4.5 Multivariate graphical EDA

There are few useful techniques for graphical EDA of two categorical random variables. The only one used commonly is a grouped barplot with each group representing one level of one of the variables and each bar within a group representing the levels of the other variable.

Multivariate graphical EDA - Statistics, CSIR-NET Mathematical Sciences | Mathematics for IIT JAM, GATE, CSIR NET, UGC NET

Table 4.6: A Correlation Matrix
 

4.5.1 Univariate graphs by category

When we have one categorical (usually explanatory) and one quantitative (usually outcome) variable, graphical EDA usually takes the form of “conditioning” on the categorical random variable. This simply indicates that we focus on all of the subjects with a particular level of the categorical random variable, then make plots of the quantitative variable for those subjects. We repeat this for each level of the categorical variable, then compare the plots. The most commonly used of these are side-by-side boxplots, as in figure 4.15. Here we see the data from EDA3.dat, which consists of strength data for each of three age groups. You can see the downward trend in the median as the ages increase. The spreads (IQRs) are similar for the three groups. And all three groups are roughly symmetrical with one high strength outlier in the youngest age group.
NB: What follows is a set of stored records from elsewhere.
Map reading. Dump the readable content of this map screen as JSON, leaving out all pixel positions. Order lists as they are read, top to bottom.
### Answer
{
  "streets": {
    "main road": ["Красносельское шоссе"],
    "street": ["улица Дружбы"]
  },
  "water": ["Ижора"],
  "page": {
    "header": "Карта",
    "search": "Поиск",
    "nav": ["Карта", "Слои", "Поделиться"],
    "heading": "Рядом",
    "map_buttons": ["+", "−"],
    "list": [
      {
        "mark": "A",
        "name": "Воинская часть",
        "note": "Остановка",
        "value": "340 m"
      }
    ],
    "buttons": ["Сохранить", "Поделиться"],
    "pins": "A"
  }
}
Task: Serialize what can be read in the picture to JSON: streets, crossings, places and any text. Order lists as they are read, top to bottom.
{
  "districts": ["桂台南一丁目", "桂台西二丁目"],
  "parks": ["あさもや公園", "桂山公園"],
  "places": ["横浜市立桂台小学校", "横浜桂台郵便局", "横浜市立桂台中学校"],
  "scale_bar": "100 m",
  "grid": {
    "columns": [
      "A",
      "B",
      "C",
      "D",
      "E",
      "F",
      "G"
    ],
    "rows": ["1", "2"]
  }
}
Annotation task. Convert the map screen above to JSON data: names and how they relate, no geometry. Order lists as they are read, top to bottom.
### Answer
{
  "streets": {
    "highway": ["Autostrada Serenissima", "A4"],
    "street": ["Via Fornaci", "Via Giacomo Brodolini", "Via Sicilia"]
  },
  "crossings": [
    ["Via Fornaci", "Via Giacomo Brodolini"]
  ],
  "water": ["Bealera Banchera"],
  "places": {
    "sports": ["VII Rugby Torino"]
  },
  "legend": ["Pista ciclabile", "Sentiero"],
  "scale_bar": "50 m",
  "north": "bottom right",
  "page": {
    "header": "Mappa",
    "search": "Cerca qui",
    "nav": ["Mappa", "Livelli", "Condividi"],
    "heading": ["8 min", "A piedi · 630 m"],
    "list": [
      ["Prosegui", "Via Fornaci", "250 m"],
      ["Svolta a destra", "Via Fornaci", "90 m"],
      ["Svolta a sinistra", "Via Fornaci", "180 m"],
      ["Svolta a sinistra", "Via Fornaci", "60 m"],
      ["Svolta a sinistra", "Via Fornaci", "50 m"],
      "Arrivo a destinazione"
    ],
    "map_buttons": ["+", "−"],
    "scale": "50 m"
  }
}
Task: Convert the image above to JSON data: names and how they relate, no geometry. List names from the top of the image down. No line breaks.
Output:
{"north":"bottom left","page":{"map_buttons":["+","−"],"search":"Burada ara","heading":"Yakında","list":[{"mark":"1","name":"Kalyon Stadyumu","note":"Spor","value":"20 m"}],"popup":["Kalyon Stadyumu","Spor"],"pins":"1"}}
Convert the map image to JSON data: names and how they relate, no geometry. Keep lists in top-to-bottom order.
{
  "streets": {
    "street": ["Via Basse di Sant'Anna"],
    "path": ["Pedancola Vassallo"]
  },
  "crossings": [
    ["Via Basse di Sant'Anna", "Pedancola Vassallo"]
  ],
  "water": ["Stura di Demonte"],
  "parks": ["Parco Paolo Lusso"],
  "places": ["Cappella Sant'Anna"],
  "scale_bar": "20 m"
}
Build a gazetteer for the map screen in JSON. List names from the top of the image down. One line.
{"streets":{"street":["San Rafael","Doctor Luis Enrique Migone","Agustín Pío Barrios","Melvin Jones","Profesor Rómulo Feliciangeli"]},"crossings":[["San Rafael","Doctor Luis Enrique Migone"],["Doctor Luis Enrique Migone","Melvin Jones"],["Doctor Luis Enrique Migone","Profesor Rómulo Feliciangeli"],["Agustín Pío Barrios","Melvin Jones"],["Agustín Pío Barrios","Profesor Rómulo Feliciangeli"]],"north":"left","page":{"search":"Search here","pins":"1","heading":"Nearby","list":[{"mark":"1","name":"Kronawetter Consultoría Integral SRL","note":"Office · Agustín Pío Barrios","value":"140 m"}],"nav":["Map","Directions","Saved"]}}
Side-by-side boxplots are the best graphical EDA technique for examining the relationship between a categorical variable and a quantitative variable, as well as the distribution of the quantitative variable at each level of the categorical variable.


4.5.2 Scatterplots

For two quantitative variables, the basic graphical EDA technique is the scatterplot which has one variable on the x-axis, one on the y-axis and a point for each case in your dataset. If one variable is explanatory and the other is outcome, it is a very, very strong convention to put the outcome on the y (vertical) axis. 

One or two additional categorical variables can be accommodated on the scatterplot by encoding the additional information in the symbol type and/or color.

Multivariate graphical EDA - Statistics, CSIR-NET Mathematical Sciences | Mathematics for IIT JAM, GATE, CSIR NET, UGC NET

Multivariate graphical EDA - Statistics, CSIR-NET Mathematical Sciences | Mathematics for IIT JAM, GATE, CSIR NET, UGC NET

An example is shown in figure 4.16. Age vs. strength is shown, and different colors and symbols are used to code political party and gender.

In a nutshell: You should always perform appropriate EDA before further analysis of your data. Perform whatever steps are necessary to become more familiar with your data, check for obvious mistakes, learn about variable distributions, and learn about relationships between variables. EDA is not an exact science – it is a very important art!



4.6 A note on degrees of freedom

Degrees of freedom are numbers that characterize specific distributions in a family of distributions. Often we find that a certain family of distributions is needed in a some general situation, and then we need to calculate the degrees of freedom to know which specific distribution within the family is appropriate. 

The most common situation is when we have a particular statistic and want to know its sampling distribution. If the sampling distribution falls in the “t” family as when performing a t-test, or in the “F” family when performing an ANOVA, or in several other families, we need to find the number of degrees of freedom to figure out which particular member of the family actually represents the desired sampling distribution. One way to think about degrees of freedom for a statistic is that they represent the number of independent pieces of information that go into the calculation of the statistic, 

Consider 5 numbers with a mean of 10. To calculate the variance of these numbers we need to sum the squared deviations (from the mean). It really doesn’t matter whether the mean is 10 or any other number: as long as all five deviations are the same, the variance will be the same. This make sense because variance is a pure measure of spread, not affected by central tendency. But by mathematically rearranging the definition of mean, it is not too hard to show that the sum of the deviations (not squared) is always zero. Therefore, the first four deviations can (freely) be any numbers, but then the last one is forced to be the number that makes the deviations add to zero, and we are not free to choose it. It is in this sense that five numbers used for calculating a variance or standard deviation have only four degrees of freedom (or independent useful pieces of information). In general, a variance or standard deviation calculated from n data values and one mean has n−1 df. 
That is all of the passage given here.